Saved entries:
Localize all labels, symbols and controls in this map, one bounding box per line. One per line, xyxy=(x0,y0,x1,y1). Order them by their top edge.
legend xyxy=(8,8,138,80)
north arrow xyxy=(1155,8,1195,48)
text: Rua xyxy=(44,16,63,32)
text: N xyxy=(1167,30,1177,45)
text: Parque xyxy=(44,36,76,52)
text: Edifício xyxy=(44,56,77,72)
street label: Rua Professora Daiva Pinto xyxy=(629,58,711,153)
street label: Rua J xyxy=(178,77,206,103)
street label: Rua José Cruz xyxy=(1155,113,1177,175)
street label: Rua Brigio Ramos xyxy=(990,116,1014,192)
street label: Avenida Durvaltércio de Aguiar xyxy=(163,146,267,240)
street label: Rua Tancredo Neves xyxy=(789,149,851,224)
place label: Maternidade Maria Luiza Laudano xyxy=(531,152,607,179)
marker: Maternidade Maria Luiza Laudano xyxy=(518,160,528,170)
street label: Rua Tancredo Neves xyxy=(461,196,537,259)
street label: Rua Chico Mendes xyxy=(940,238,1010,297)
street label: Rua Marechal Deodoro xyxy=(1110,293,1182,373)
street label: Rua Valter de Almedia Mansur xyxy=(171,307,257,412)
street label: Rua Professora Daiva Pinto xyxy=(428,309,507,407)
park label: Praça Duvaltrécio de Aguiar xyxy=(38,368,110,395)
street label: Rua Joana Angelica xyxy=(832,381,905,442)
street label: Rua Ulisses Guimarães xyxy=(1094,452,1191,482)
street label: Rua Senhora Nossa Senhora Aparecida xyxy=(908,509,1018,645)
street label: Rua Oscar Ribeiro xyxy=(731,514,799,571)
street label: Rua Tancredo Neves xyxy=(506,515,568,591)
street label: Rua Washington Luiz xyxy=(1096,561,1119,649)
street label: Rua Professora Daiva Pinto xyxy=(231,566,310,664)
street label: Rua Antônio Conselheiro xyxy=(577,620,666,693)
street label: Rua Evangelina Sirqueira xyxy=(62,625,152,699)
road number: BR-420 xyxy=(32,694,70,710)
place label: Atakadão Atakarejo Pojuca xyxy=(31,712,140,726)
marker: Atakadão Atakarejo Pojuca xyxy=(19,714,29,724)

WHAT THE TASK ASKS: Return every entry above with nothing altered.

ANSWER FOR THIS EXERCISE:
Localize all labels, symbols and controls in this map, one bounding box per line. One per line, xyxy=(x0,y0,x1,y1). Order them by their top edge.
legend xyxy=(8,8,138,80)
north arrow xyxy=(1155,8,1195,48)
text: Rua xyxy=(44,16,63,32)
text: N xyxy=(1167,30,1177,45)
text: Parque xyxy=(44,36,76,52)
text: Edifício xyxy=(44,56,77,72)
street label: Rua Professora Daiva Pinto xyxy=(629,58,711,153)
street label: Rua J xyxy=(178,77,206,103)
street label: Rua José Cruz xyxy=(1155,113,1177,175)
street label: Rua Brigio Ramos xyxy=(990,116,1014,192)
street label: Avenida Durvaltércio de Aguiar xyxy=(163,146,267,240)
street label: Rua Tancredo Neves xyxy=(789,149,851,224)
place label: Maternidade Maria Luiza Laudano xyxy=(531,152,607,179)
marker: Maternidade Maria Luiza Laudano xyxy=(518,160,528,170)
street label: Rua Tancredo Neves xyxy=(461,196,537,259)
street label: Rua Chico Mendes xyxy=(940,238,1010,297)
street label: Rua Marechal Deodoro xyxy=(1110,293,1182,373)
street label: Rua Valter de Almedia Mansur xyxy=(171,307,257,412)
street label: Rua Professora Daiva Pinto xyxy=(428,309,507,407)
park label: Praça Duvaltrécio de Aguiar xyxy=(38,368,110,395)
street label: Rua Joana Angelica xyxy=(832,381,905,442)
street label: Rua Ulisses Guimarães xyxy=(1094,452,1191,482)
street label: Rua Senhora Nossa Senhora Aparecida xyxy=(908,509,1018,645)
street label: Rua Oscar Ribeiro xyxy=(731,514,799,571)
street label: Rua Tancredo Neves xyxy=(506,515,568,591)
street label: Rua Washington Luiz xyxy=(1096,561,1119,649)
street label: Rua Professora Daiva Pinto xyxy=(231,566,310,664)
street label: Rua Antônio Conselheiro xyxy=(577,620,666,693)
street label: Rua Evangelina Sirqueira xyxy=(62,625,152,699)
road number: BR-420 xyxy=(32,694,70,710)
place label: Atakadão Atakarejo Pojuca xyxy=(31,712,140,726)
marker: Atakadão Atakarejo Pojuca xyxy=(19,714,29,724)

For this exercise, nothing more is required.